_Instructions to follow:_
What lines in the listing include "green"? Return a copy of each.

START Given records

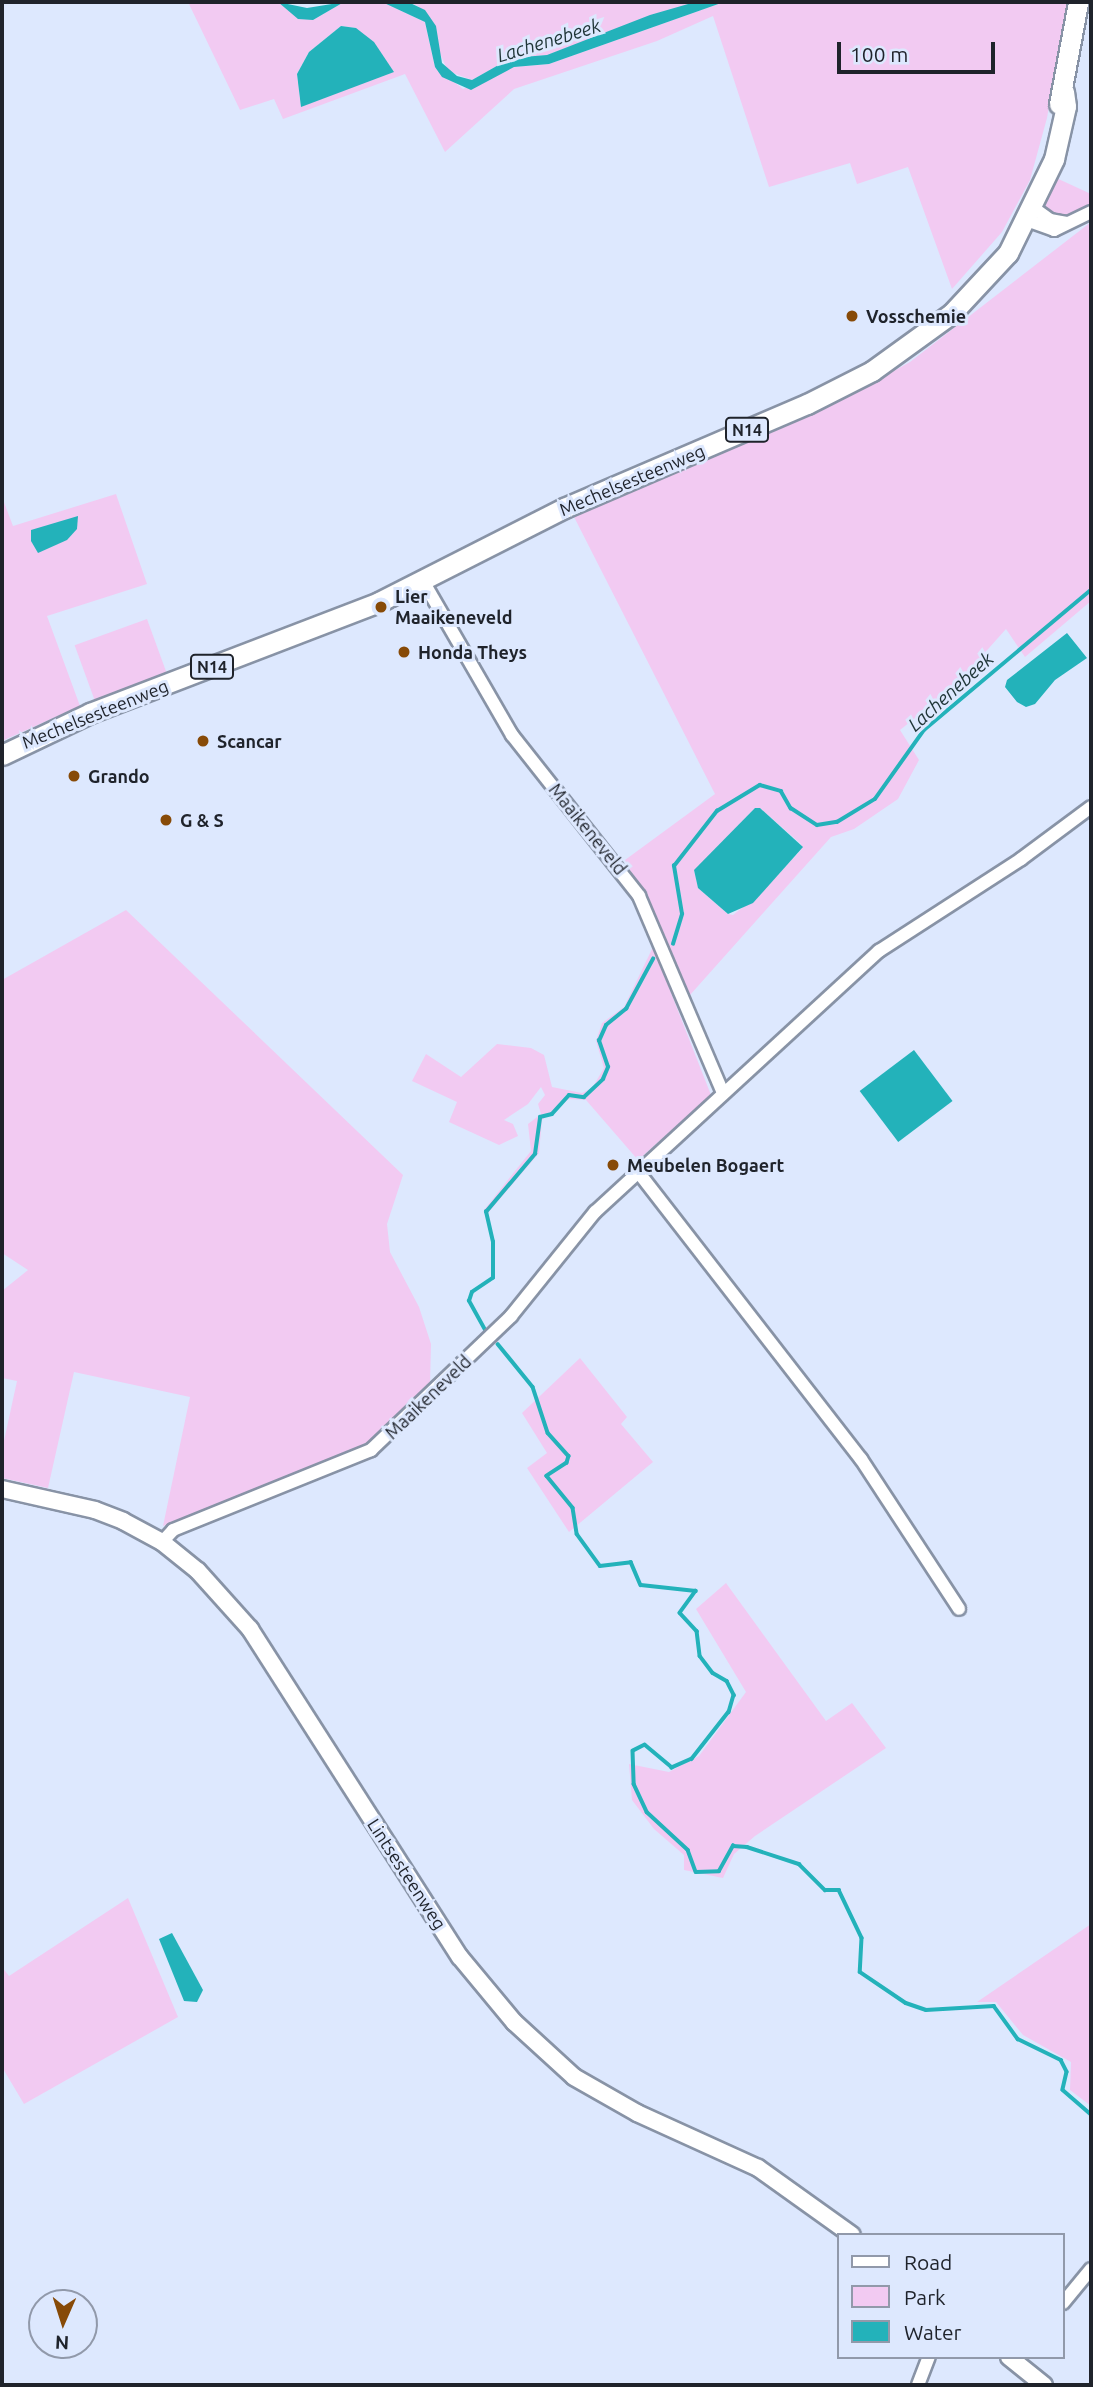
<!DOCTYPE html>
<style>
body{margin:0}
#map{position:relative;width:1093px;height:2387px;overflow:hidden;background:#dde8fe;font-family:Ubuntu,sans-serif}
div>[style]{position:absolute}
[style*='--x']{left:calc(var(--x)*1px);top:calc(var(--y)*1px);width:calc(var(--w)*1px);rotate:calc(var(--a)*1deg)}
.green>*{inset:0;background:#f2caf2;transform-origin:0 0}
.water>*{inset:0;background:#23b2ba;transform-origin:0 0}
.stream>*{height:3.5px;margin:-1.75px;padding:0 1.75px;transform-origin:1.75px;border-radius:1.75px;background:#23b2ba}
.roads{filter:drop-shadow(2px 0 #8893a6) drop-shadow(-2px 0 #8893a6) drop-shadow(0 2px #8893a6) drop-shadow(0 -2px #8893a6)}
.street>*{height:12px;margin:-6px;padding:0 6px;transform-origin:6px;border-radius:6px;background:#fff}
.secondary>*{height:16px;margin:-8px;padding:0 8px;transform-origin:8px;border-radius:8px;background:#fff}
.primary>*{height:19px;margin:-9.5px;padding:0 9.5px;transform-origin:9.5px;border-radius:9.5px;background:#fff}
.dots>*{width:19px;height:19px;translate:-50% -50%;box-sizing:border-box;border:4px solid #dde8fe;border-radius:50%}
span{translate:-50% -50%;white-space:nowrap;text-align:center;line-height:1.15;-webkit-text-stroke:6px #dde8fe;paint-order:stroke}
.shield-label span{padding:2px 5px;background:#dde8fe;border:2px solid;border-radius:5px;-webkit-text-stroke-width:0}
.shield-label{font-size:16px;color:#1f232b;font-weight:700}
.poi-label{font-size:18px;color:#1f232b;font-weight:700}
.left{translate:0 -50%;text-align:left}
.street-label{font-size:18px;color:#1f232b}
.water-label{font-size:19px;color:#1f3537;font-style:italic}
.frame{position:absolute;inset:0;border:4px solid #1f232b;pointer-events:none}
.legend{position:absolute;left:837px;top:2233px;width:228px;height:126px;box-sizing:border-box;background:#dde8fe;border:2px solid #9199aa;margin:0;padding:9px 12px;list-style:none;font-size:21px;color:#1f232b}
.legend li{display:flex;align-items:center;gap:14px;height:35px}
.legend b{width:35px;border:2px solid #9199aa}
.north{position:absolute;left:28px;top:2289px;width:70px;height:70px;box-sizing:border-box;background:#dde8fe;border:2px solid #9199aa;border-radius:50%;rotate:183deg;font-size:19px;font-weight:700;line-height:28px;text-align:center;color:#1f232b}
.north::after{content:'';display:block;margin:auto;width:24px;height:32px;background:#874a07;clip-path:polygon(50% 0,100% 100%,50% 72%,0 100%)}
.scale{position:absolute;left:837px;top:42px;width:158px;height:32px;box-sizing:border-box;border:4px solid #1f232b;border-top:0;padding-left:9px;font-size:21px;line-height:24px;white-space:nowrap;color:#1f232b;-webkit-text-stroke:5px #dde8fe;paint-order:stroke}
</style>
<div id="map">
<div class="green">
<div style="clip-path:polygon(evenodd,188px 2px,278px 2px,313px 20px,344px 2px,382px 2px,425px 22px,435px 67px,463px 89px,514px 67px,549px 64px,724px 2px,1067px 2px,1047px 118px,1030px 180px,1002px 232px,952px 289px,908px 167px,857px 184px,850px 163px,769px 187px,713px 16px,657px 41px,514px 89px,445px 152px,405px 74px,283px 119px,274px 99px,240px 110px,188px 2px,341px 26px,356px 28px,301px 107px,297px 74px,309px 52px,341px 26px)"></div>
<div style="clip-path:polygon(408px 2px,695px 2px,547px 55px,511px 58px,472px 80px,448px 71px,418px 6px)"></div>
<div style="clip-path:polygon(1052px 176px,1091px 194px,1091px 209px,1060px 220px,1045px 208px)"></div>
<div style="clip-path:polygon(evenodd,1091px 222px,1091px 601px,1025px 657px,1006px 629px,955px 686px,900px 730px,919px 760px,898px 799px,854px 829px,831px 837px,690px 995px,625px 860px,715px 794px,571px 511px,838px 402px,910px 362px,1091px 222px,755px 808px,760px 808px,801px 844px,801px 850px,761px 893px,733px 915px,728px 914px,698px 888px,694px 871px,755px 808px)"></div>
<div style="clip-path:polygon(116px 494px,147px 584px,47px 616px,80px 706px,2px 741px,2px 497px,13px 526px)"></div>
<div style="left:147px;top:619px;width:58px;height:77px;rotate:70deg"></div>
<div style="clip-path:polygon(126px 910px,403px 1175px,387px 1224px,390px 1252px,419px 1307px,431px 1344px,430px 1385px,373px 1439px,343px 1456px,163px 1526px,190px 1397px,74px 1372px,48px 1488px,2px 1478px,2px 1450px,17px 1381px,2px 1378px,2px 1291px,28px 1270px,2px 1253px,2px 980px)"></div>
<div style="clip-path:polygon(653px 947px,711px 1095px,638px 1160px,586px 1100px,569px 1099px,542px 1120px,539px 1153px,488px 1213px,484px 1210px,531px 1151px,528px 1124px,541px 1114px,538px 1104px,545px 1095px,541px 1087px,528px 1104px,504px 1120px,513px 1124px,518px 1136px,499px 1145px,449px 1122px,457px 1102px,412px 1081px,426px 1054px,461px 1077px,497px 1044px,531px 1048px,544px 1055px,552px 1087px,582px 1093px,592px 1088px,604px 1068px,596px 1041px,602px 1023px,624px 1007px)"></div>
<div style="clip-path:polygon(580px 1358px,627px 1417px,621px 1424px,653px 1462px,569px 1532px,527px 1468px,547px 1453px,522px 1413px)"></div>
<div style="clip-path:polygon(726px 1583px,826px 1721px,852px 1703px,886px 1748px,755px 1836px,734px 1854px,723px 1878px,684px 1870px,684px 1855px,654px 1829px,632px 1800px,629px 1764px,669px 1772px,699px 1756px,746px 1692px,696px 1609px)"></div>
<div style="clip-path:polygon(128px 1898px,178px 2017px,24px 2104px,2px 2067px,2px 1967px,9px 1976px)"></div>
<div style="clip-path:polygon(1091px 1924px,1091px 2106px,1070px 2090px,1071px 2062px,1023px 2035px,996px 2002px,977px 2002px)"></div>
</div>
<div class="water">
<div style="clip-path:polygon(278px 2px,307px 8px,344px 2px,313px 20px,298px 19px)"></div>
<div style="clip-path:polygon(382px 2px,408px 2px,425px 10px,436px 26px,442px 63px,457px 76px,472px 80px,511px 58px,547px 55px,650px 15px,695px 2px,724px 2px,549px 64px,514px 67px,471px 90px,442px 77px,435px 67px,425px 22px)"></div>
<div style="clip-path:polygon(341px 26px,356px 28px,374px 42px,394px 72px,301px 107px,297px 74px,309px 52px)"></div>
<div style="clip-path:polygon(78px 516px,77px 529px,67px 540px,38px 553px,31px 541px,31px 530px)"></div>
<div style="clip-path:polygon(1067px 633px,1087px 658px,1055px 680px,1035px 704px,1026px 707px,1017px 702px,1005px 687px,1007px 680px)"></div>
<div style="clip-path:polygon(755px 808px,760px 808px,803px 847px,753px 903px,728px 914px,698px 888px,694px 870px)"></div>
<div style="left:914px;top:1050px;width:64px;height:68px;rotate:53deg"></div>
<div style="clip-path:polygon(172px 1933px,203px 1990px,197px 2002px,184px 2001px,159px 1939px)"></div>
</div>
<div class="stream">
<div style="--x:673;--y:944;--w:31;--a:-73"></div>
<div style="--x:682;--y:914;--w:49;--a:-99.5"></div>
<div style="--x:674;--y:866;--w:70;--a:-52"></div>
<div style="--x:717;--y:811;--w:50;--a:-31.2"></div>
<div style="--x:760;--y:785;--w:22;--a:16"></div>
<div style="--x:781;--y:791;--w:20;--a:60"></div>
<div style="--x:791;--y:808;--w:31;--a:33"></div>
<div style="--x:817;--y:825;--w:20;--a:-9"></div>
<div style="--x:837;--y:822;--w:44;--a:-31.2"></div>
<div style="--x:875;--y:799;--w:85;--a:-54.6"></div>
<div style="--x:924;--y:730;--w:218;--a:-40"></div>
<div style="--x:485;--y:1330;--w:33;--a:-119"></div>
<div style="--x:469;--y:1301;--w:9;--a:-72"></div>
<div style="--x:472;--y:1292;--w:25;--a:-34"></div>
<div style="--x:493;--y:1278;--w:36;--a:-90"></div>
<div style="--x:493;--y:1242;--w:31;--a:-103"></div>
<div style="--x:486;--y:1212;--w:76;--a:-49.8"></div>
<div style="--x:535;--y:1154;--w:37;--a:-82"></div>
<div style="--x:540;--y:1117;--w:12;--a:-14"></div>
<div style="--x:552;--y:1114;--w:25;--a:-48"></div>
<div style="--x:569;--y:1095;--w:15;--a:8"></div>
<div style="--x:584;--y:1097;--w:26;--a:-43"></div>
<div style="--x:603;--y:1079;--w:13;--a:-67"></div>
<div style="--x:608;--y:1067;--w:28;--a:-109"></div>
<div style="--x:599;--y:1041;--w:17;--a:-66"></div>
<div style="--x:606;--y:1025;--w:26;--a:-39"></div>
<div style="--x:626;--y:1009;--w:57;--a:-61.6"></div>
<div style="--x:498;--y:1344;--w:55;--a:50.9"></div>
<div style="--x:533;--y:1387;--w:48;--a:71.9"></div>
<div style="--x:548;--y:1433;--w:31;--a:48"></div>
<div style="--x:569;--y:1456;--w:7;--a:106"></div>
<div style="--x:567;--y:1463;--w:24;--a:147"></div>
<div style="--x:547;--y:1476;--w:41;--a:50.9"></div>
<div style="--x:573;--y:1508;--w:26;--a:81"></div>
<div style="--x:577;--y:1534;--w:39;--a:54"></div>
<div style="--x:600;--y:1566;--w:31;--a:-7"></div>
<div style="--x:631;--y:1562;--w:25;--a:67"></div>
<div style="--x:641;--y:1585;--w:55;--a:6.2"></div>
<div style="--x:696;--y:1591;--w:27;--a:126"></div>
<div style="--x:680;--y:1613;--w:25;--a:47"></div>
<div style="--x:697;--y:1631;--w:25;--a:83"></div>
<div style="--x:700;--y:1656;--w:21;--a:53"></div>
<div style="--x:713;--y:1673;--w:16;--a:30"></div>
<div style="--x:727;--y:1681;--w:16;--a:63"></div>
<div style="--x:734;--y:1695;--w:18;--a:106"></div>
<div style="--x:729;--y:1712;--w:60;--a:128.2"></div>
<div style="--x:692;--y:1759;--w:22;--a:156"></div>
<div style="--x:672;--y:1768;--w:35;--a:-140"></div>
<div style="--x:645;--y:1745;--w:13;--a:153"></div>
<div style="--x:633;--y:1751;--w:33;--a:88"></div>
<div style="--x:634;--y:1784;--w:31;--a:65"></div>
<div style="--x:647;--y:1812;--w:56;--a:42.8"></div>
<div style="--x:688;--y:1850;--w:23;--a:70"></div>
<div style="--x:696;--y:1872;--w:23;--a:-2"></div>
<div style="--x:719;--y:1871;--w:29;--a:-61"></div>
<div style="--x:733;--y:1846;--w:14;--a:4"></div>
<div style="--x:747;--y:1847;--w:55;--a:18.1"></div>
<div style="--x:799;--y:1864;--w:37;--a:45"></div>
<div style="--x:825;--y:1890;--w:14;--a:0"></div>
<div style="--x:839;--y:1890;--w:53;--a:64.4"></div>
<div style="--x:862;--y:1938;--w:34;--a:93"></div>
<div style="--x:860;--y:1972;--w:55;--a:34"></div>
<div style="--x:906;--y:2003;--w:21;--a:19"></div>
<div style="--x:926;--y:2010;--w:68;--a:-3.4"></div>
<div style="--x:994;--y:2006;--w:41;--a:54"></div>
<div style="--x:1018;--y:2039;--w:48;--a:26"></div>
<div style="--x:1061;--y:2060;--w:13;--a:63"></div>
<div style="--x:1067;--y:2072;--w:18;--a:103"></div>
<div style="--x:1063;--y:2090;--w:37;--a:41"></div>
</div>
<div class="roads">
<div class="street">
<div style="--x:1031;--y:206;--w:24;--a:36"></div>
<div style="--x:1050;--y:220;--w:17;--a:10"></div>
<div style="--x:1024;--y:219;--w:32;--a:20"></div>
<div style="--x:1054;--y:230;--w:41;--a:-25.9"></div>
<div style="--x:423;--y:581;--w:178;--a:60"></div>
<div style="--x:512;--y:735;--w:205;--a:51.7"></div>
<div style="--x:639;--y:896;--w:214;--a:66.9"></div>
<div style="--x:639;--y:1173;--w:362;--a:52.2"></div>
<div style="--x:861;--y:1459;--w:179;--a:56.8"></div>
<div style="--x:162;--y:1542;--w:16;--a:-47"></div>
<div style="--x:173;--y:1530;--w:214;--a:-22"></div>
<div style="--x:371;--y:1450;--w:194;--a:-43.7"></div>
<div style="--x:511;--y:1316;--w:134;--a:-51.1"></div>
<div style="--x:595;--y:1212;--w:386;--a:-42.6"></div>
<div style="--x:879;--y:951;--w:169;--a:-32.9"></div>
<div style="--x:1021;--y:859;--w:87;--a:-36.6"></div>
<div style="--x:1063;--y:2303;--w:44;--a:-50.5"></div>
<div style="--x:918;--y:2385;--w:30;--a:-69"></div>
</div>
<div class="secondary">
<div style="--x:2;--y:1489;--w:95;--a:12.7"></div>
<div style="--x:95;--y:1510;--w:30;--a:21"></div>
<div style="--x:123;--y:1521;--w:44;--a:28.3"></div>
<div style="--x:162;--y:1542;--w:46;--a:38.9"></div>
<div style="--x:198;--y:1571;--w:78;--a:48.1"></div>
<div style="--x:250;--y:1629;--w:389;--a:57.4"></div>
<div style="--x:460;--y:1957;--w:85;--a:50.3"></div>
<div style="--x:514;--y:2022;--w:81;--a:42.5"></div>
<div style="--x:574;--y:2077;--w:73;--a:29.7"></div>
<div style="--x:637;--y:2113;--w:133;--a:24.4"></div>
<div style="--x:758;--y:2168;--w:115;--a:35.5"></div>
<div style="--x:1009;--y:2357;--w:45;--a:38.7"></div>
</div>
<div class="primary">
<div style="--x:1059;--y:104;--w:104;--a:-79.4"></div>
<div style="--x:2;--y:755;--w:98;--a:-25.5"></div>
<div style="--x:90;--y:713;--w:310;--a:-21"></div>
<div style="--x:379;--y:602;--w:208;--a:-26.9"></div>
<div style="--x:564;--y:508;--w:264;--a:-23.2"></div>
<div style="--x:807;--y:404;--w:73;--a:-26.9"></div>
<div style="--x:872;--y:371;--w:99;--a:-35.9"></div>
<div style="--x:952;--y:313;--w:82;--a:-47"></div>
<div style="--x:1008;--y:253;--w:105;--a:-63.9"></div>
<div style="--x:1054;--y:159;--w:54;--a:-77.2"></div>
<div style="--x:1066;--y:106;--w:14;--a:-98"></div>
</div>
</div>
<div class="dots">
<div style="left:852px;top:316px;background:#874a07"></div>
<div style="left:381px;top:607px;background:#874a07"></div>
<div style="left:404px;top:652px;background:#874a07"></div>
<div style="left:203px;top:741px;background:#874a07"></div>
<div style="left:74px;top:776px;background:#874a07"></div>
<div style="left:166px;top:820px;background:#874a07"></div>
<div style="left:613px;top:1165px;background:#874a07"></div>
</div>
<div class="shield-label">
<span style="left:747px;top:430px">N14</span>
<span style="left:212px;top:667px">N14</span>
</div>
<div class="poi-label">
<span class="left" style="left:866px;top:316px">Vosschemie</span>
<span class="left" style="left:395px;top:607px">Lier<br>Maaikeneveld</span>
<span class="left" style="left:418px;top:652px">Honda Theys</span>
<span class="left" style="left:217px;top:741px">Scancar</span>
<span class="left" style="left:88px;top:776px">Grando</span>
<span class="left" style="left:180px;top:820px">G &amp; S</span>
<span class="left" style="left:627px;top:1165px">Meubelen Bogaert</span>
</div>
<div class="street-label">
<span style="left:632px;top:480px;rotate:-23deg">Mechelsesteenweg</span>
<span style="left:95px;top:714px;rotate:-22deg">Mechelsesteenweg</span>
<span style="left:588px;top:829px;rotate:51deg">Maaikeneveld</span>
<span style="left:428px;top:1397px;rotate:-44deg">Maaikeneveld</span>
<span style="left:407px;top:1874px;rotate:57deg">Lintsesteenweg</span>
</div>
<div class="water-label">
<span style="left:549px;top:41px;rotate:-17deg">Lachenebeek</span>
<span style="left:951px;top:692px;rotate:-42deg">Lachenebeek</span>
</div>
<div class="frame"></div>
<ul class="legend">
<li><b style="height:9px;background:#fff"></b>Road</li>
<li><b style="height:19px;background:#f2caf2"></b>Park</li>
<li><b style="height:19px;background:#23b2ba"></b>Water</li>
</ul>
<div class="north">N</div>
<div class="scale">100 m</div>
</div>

END Given records

_Problem solution:_
.green>*{inset:0;background:#f2caf2;transform-origin:0 0}
<div class="green">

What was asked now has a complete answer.